AIM OF THE EXERCISE: Pick every line with "water" from the material below.

INFORMATION SHOWN:

• • •

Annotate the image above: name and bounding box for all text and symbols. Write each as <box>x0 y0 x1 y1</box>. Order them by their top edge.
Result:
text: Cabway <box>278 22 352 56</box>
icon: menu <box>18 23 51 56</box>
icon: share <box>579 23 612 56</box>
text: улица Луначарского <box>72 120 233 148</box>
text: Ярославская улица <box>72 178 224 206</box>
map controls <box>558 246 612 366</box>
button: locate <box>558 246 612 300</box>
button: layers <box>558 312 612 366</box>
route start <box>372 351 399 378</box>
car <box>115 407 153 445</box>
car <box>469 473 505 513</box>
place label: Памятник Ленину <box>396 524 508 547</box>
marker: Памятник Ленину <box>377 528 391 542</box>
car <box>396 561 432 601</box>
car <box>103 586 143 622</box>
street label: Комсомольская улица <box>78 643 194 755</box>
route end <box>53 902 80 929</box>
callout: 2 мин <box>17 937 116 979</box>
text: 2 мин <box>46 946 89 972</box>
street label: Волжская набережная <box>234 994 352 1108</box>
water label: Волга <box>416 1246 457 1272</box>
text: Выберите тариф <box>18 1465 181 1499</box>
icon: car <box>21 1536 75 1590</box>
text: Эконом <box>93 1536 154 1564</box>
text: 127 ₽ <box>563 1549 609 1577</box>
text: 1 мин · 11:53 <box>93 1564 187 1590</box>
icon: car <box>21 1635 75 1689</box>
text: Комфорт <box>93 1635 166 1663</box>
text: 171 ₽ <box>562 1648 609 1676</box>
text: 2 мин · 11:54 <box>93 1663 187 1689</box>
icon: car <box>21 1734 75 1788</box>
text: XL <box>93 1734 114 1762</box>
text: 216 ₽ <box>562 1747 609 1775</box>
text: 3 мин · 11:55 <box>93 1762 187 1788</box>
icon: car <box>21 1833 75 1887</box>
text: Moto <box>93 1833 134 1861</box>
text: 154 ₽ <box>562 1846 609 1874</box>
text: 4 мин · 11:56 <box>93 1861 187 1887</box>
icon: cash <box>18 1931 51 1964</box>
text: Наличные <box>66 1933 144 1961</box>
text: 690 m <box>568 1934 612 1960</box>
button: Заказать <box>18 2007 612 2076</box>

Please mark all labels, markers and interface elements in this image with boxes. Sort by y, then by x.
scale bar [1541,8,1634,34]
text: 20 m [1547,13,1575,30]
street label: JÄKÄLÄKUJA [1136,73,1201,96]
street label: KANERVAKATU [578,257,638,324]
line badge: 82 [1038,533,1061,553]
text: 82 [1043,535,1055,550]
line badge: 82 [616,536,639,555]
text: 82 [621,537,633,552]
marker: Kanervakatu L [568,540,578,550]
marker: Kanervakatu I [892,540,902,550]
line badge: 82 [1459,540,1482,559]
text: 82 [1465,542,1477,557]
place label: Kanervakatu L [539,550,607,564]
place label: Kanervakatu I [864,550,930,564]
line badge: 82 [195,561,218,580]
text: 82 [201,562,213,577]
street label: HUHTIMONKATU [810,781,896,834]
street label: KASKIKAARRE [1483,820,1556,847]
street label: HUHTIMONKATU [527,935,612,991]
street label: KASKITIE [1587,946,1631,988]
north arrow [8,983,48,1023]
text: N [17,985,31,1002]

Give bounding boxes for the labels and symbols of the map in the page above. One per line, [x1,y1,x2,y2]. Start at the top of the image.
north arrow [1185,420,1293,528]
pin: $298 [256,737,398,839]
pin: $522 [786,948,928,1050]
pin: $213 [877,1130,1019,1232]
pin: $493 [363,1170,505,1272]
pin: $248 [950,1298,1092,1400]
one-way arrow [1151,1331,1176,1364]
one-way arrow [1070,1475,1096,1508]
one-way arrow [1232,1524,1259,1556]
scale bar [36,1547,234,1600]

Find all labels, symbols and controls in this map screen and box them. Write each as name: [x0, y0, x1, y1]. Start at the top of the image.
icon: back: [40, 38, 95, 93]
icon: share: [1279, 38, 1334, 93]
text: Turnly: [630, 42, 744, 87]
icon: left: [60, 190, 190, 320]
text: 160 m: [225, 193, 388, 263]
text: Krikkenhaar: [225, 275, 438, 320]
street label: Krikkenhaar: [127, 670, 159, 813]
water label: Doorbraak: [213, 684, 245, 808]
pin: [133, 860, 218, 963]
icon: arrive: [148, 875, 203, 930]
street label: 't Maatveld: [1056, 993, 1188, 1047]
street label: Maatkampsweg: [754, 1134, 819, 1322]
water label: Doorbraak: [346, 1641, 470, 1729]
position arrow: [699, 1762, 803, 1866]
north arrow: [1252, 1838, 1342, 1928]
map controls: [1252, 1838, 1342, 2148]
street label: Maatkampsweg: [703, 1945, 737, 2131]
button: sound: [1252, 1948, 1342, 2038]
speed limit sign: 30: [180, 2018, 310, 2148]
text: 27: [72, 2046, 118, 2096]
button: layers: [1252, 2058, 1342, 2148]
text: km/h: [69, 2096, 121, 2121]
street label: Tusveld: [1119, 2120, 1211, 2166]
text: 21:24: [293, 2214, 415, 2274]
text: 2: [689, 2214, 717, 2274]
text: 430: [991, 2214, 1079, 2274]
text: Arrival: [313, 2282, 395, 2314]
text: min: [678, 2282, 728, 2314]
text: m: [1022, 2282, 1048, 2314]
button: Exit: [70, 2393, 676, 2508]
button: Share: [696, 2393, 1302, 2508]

• • •

OUTPUT FOR THIS TASK:
water label: Волга <box>416 1246 457 1272</box>
water label: Doorbraak: [213, 684, 245, 808]
water label: Doorbraak: [346, 1641, 470, 1729]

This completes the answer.